=== Material for this task ===

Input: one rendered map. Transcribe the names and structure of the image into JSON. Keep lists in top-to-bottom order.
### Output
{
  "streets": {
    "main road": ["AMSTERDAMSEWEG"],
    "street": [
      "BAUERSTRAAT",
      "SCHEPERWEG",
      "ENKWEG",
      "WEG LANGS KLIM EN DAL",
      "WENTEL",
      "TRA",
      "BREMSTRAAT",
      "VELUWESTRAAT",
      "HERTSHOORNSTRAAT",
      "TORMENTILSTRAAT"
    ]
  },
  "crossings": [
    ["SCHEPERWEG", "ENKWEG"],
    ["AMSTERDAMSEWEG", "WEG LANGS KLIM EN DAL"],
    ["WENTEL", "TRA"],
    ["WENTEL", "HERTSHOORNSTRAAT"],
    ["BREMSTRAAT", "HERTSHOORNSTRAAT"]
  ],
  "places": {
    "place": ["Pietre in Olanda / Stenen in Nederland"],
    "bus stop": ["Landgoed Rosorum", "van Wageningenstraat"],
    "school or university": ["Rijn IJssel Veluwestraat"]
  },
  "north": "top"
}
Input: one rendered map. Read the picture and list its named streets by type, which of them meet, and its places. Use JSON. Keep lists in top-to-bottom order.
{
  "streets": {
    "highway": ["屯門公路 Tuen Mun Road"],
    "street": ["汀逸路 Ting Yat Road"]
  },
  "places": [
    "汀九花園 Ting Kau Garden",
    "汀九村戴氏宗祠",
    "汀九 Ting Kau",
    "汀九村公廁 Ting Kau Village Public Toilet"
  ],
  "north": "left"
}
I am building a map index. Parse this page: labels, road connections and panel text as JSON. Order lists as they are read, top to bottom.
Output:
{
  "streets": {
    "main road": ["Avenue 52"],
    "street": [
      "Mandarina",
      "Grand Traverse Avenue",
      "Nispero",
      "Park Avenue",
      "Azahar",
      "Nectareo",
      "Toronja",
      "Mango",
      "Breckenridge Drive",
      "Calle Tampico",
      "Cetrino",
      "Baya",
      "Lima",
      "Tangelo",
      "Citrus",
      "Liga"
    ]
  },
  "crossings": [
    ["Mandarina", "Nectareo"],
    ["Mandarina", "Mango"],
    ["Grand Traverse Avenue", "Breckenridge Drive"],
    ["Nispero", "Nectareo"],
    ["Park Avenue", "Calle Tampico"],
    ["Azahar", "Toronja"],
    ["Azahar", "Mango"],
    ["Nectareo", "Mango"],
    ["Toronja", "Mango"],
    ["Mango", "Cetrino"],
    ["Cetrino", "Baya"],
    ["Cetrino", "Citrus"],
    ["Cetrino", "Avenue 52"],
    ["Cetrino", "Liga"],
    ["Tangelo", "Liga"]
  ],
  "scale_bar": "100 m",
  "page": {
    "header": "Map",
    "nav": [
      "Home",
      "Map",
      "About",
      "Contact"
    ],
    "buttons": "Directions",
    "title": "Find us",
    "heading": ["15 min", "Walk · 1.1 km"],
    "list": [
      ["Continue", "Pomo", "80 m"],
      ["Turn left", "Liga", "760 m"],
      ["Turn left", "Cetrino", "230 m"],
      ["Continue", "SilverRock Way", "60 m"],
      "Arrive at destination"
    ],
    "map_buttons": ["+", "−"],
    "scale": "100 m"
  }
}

===

▶ What you will do
Please give back the entries above, unchanged and complete.

▶ Output for this exercise
Input: one rendered map. Transcribe the names and structure of the image into JSON. Keep lists in top-to-bottom order.
### Output
{
  "streets": {
    "main road": ["AMSTERDAMSEWEG"],
    "street": [
      "BAUERSTRAAT",
      "SCHEPERWEG",
      "ENKWEG",
      "WEG LANGS KLIM EN DAL",
      "WENTEL",
      "TRA",
      "BREMSTRAAT",
      "VELUWESTRAAT",
      "HERTSHOORNSTRAAT",
      "TORMENTILSTRAAT"
    ]
  },
  "crossings": [
    ["SCHEPERWEG", "ENKWEG"],
    ["AMSTERDAMSEWEG", "WEG LANGS KLIM EN DAL"],
    ["WENTEL", "TRA"],
    ["WENTEL", "HERTSHOORNSTRAAT"],
    ["BREMSTRAAT", "HERTSHOORNSTRAAT"]
  ],
  "places": {
    "place": ["Pietre in Olanda / Stenen in Nederland"],
    "bus stop": ["Landgoed Rosorum", "van Wageningenstraat"],
    "school or university": ["Rijn IJssel Veluwestraat"]
  },
  "north": "top"
}
Input: one rendered map. Read the picture and list its named streets by type, which of them meet, and its places. Use JSON. Keep lists in top-to-bottom order.
{
  "streets": {
    "highway": ["屯門公路 Tuen Mun Road"],
    "street": ["汀逸路 Ting Yat Road"]
  },
  "places": [
    "汀九花園 Ting Kau Garden",
    "汀九村戴氏宗祠",
    "汀九 Ting Kau",
    "汀九村公廁 Ting Kau Village Public Toilet"
  ],
  "north": "left"
}
I am building a map index. Parse this page: labels, road connections and panel text as JSON. Order lists as they are read, top to bottom.
Output:
{
  "streets": {
    "main road": ["Avenue 52"],
    "street": [
      "Mandarina",
      "Grand Traverse Avenue",
      "Nispero",
      "Park Avenue",
      "Azahar",
      "Nectareo",
      "Toronja",
      "Mango",
      "Breckenridge Drive",
      "Calle Tampico",
      "Cetrino",
      "Baya",
      "Lima",
      "Tangelo",
      "Citrus",
      "Liga"
    ]
  },
  "crossings": [
    ["Mandarina", "Nectareo"],
    ["Mandarina", "Mango"],
    ["Grand Traverse Avenue", "Breckenridge Drive"],
    ["Nispero", "Nectareo"],
    ["Park Avenue", "Calle Tampico"],
    ["Azahar", "Toronja"],
    ["Azahar", "Mango"],
    ["Nectareo", "Mango"],
    ["Toronja", "Mango"],
    ["Mango", "Cetrino"],
    ["Cetrino", "Baya"],
    ["Cetrino", "Citrus"],
    ["Cetrino", "Avenue 52"],
    ["Cetrino", "Liga"],
    ["Tangelo", "Liga"]
  ],
  "scale_bar": "100 m",
  "page": {
    "header": "Map",
    "nav": [
      "Home",
      "Map",
      "About",
      "Contact"
    ],
    "buttons": "Directions",
    "title": "Find us",
    "heading": ["15 min", "Walk · 1.1 km"],
    "list": [
      ["Continue", "Pomo", "80 m"],
      ["Turn left", "Liga", "760 m"],
      ["Turn left", "Cetrino", "230 m"],
      ["Continue", "SilverRock Way", "60 m"],
      "Arrive at destination"
    ],
    "map_buttons": ["+", "−"],
    "scale": "100 m"
  }
}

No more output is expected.